Geometric interpretation of the multiplication of complex numbers?
Complex numbers are defined as elements of $\mathbb R^2$, that is, ordered pairs of real numbers.
So, in a way, binary operations on complex numbers - such as addition or multiplication - are similar to adding or multiplicating points.
Can these operations be represented as movements in the real plane, in the same way as addition of integers is represented, at the basic level, as a movement on a line , or rather, on a series of aligned dots.
Maybe adding two complex numbers is analogous to moving from one point to another?
But I can't imagin to what movement could correspond multiplying two complex numbers.
Note : in comments, a link to a very helpful video by 3Blue1Brown.

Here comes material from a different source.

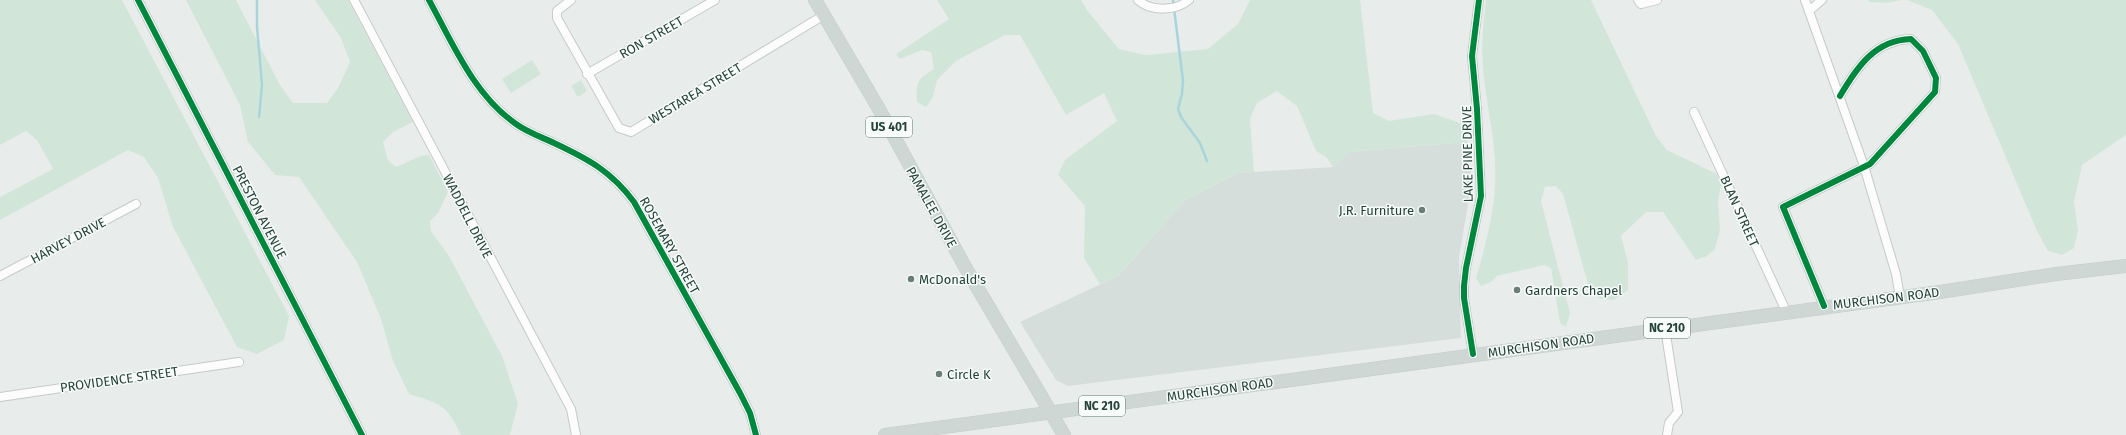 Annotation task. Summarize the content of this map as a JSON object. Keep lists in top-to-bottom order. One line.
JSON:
{"streets":{"main road":["US 401","PAMALEE DRIVE","MURCHISON ROAD","NC 210"],"street":["RON STREET","WESTAREA STREET","LAKE PINE DRIVE","BLAN STREET","PRESTON AVENUE","WADDELL DRIVE","HARVEY DRIVE","ROSEMARY STREET","PROVIDENCE STREET"]},"crossings":[["RON STREET","WESTAREA STREET"],["WESTAREA STREET","PAMALEE DRIVE"],["US 401","PAMALEE DRIVE"],["US 401","MURCHISON ROAD"],["LAKE PINE DRIVE","MURCHISON ROAD"],["PAMALEE DRIVE","MURCHISON ROAD"],["BLAN STREET","MURCHISON ROAD"]],"places":["J.R. Furniture","McDonald's","Gardners Chapel","Circle K"]}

The multiplication by a non-zero complex number can be seen as the composition of a rotation (around $0$) with a homothety (with respect to $0$). That can be seen in the polar representation of complex numbers: if $z=\rho\bigl(\cos(\theta)+\sin(\theta)i\bigr)$, then multiplication of $w$ by $z$ is the same thing as rotating $w$ clockwise by an angle of $\theta$ radians, followed by a homothety with ratio $\rho$. Or you can do the homothety first and the rotation after. The result will be the same.